▶ _DIRECTIONS FOR THIS TASK_:
Your task is to copy every line of the entries that contains "family".

Saved entries:
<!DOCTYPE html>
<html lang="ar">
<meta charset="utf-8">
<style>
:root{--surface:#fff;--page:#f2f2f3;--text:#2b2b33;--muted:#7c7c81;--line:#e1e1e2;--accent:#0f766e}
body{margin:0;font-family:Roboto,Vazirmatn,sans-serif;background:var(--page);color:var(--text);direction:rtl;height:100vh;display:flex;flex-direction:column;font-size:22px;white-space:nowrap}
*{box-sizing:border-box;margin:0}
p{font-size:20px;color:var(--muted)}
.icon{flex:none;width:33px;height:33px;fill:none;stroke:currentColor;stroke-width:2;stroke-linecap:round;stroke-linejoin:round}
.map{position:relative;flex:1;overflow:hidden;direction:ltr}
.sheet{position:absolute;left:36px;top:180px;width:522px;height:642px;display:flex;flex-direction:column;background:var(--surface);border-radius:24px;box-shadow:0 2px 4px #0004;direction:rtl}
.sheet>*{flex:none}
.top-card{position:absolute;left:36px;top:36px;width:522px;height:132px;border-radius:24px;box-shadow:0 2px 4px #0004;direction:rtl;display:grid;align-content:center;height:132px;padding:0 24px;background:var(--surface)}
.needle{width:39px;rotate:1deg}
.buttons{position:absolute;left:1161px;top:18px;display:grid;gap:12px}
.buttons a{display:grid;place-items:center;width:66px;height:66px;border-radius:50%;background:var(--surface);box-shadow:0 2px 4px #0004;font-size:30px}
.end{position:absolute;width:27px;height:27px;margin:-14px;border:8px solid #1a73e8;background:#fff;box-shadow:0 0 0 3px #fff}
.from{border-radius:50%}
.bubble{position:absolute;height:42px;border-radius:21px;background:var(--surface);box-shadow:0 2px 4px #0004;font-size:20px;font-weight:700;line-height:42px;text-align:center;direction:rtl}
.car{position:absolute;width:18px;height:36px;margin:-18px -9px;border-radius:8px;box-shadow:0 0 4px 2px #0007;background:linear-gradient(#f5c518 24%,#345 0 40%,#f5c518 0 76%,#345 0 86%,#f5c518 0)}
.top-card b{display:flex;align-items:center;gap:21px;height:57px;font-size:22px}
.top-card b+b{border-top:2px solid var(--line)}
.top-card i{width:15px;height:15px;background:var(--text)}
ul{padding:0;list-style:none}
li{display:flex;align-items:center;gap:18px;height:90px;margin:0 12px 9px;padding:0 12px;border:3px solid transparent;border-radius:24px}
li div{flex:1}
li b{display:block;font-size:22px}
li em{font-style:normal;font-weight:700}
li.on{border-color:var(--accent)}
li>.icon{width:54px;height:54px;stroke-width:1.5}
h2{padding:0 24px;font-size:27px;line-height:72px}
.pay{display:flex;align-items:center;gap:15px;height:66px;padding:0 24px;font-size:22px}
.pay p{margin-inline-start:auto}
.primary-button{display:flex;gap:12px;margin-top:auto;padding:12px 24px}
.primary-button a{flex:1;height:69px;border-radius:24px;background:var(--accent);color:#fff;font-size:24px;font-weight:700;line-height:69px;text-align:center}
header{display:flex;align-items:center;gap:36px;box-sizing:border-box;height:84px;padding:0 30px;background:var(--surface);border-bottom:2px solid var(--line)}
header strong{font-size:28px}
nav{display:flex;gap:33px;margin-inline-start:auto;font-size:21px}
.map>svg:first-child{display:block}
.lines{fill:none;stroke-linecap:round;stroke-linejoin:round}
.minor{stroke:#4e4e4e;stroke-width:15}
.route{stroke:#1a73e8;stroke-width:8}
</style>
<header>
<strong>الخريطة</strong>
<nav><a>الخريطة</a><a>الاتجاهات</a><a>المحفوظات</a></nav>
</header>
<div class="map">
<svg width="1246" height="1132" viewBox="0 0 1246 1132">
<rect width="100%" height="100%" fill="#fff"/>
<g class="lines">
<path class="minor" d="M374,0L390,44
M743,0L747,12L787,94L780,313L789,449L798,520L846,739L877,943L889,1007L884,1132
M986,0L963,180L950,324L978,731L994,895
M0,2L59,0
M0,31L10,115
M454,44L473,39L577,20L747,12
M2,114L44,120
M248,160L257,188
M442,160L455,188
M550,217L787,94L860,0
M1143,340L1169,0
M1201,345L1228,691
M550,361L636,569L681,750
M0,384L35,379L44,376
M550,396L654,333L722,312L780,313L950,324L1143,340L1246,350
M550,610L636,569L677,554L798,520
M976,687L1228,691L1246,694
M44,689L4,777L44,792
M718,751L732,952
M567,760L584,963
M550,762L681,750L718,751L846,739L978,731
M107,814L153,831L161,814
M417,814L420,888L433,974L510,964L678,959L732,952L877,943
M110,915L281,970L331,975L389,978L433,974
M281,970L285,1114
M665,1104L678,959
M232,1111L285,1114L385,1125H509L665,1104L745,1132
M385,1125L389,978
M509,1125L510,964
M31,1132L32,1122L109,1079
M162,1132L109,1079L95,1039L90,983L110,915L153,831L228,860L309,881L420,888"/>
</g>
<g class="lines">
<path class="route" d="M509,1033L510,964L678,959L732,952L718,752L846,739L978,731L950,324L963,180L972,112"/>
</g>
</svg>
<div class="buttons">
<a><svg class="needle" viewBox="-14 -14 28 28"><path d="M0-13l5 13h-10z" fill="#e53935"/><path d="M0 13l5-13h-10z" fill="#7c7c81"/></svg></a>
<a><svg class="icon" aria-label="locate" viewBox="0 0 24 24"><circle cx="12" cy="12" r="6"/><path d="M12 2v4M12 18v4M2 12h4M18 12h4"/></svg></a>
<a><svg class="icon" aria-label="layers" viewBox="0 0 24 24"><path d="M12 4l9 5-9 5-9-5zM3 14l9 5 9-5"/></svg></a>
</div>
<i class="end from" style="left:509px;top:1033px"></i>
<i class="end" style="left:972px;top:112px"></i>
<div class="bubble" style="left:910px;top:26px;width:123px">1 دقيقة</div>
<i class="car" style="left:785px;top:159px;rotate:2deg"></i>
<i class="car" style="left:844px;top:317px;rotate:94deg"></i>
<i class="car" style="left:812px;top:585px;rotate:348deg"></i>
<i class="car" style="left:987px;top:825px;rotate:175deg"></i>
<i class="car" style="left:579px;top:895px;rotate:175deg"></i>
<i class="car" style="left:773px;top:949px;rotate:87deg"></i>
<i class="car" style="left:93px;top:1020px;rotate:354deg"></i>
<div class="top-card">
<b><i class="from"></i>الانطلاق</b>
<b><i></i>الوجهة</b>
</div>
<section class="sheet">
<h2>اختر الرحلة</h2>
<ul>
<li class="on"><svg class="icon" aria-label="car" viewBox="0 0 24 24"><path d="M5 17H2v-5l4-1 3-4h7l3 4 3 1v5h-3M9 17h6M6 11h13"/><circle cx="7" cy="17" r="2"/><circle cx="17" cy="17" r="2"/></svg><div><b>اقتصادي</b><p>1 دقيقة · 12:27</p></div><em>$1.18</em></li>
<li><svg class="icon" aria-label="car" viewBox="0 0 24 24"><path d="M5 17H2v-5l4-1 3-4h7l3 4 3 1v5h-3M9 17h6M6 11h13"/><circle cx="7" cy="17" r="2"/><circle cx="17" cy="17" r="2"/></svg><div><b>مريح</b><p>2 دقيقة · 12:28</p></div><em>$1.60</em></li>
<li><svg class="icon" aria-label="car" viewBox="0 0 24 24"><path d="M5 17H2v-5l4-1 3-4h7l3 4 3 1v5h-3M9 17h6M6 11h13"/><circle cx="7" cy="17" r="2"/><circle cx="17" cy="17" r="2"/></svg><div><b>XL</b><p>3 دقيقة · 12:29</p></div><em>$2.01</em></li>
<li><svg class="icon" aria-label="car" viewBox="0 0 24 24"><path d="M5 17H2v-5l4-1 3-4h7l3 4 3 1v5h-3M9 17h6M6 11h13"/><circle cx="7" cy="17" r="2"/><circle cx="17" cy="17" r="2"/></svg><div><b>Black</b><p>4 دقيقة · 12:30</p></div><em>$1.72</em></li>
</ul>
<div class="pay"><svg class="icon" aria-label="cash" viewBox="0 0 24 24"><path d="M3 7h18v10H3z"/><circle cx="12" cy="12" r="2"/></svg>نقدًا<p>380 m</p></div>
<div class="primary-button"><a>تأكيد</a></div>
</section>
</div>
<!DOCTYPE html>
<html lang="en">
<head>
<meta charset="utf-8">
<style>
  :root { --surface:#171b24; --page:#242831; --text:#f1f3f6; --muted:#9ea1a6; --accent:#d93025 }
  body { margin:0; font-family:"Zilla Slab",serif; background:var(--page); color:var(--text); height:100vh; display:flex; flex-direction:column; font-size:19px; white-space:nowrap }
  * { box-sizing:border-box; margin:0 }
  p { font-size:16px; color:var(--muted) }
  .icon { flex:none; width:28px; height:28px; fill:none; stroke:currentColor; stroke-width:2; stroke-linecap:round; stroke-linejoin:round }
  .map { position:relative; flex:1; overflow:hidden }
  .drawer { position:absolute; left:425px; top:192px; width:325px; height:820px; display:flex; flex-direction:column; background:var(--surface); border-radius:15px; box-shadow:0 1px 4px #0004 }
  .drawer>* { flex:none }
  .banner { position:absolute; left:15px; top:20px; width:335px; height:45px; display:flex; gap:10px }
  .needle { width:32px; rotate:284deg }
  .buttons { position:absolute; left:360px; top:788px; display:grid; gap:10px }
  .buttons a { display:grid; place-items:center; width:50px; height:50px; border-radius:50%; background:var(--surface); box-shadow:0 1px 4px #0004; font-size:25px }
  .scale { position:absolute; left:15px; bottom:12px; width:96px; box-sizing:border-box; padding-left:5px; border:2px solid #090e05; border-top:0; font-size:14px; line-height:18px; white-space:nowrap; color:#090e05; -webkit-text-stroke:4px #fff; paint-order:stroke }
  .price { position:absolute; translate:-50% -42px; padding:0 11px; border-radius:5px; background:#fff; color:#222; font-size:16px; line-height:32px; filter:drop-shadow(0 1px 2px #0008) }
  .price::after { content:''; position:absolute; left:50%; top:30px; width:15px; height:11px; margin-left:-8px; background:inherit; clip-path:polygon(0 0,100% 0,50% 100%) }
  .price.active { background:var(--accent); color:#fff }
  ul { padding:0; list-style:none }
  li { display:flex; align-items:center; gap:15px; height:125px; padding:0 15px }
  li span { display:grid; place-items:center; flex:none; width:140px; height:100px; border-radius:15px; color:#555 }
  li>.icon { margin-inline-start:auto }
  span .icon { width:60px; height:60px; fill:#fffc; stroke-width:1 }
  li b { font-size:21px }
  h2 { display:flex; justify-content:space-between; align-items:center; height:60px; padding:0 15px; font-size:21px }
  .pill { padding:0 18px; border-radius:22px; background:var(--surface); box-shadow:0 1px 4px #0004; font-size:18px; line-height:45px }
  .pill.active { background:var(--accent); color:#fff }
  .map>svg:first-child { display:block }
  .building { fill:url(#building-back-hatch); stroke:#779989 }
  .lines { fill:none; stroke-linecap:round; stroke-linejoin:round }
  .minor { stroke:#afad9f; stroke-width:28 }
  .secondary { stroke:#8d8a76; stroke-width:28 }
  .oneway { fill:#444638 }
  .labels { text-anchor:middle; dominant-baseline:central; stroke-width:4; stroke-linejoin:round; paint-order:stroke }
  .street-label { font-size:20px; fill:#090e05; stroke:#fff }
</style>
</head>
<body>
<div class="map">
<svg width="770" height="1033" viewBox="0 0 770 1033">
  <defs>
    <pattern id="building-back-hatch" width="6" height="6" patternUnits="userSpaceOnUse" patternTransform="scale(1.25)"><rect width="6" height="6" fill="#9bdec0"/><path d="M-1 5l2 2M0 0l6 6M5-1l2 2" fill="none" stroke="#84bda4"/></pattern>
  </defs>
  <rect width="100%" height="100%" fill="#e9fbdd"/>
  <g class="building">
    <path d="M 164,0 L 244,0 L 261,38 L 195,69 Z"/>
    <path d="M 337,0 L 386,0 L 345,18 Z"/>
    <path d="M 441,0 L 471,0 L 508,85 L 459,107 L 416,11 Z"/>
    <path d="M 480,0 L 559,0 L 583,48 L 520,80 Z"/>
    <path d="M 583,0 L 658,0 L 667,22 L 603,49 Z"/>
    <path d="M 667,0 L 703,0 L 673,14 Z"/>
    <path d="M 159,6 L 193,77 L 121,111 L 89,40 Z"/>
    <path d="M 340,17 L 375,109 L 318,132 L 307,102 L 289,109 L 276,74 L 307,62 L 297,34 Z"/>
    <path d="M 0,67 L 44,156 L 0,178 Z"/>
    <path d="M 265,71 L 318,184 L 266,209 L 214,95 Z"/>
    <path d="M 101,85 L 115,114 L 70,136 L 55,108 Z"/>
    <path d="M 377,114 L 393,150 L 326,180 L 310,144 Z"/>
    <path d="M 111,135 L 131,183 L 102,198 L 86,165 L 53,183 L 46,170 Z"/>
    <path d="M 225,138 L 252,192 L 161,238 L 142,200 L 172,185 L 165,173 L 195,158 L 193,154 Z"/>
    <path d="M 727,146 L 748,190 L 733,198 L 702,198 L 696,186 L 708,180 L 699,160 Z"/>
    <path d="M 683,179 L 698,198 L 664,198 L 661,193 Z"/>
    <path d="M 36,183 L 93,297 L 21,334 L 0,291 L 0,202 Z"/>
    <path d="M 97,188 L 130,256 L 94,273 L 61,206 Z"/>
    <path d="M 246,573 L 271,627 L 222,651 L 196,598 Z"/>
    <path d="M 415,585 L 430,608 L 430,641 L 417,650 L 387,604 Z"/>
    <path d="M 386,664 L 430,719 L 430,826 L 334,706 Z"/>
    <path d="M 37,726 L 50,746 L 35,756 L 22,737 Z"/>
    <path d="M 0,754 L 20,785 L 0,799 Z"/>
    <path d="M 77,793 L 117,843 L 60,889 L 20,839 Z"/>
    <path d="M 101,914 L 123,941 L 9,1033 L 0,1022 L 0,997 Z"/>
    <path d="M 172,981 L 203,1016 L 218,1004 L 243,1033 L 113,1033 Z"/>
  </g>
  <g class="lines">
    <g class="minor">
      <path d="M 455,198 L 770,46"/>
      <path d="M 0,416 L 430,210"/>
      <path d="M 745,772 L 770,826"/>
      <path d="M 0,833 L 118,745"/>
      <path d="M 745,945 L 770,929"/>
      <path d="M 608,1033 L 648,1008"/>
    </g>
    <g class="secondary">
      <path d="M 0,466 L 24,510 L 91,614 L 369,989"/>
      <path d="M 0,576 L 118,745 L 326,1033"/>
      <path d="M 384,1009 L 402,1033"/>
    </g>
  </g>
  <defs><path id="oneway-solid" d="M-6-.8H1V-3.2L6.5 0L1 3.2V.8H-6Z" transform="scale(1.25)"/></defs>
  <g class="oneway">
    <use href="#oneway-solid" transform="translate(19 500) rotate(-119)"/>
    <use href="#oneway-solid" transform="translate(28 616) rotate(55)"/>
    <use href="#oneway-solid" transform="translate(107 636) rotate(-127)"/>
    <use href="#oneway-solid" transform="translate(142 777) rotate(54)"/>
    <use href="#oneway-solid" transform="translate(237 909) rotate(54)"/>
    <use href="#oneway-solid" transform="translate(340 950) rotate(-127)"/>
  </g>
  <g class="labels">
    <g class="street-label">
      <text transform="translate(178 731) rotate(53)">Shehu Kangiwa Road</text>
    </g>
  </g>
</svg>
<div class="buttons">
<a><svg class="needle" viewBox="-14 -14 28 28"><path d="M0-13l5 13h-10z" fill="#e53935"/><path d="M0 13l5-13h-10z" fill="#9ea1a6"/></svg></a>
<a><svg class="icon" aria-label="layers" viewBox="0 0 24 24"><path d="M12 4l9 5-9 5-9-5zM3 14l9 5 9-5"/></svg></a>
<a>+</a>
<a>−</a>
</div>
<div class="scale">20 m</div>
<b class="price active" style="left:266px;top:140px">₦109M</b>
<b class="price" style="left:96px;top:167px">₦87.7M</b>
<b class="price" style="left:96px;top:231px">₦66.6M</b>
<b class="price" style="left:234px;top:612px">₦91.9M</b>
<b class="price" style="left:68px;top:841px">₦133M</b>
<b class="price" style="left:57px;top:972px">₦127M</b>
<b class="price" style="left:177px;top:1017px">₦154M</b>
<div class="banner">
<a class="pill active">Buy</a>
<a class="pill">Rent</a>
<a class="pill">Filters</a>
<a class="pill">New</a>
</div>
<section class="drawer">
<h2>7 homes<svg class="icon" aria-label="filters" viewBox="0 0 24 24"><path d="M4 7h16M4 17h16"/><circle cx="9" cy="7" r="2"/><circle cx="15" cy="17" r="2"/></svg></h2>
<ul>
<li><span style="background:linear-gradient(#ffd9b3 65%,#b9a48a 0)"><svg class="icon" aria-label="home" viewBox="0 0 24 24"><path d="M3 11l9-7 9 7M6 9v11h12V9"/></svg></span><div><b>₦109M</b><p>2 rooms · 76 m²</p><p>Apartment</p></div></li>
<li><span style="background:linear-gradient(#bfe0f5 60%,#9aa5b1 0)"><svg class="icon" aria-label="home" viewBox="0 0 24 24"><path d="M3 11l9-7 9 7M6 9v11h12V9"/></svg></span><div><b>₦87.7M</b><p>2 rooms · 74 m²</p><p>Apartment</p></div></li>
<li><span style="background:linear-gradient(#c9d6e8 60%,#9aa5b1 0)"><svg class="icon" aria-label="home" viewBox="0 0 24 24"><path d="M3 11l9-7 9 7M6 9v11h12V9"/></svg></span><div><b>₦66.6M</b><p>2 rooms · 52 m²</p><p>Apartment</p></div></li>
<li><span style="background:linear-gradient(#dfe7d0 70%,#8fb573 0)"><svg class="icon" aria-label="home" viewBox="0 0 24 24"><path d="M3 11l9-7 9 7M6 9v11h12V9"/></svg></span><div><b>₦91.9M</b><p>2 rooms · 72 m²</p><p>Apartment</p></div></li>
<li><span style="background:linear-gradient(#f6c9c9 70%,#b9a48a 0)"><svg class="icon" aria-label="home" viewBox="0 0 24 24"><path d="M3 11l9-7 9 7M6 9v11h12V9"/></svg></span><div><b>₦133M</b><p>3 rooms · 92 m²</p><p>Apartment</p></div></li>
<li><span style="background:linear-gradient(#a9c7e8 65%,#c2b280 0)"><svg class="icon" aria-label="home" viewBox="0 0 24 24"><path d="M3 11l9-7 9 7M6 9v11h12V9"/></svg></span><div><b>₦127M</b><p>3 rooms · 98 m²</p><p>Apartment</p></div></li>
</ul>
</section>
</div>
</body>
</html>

▶ _RESPONSE TO THIS EXERCISE_:
body{margin:0;font-family:Roboto,Vazirmatn,sans-serif;background:var(--page);color:var(--text);direction:rtl;height:100vh;display:flex;flex-direction:column;font-size:22px;white-space:nowrap}
  body { margin:0; font-family:"Zilla Slab",serif; background:var(--page); color:var(--text); height:100vh; display:flex; flex-direction:column; font-size:19px; white-space:nowrap }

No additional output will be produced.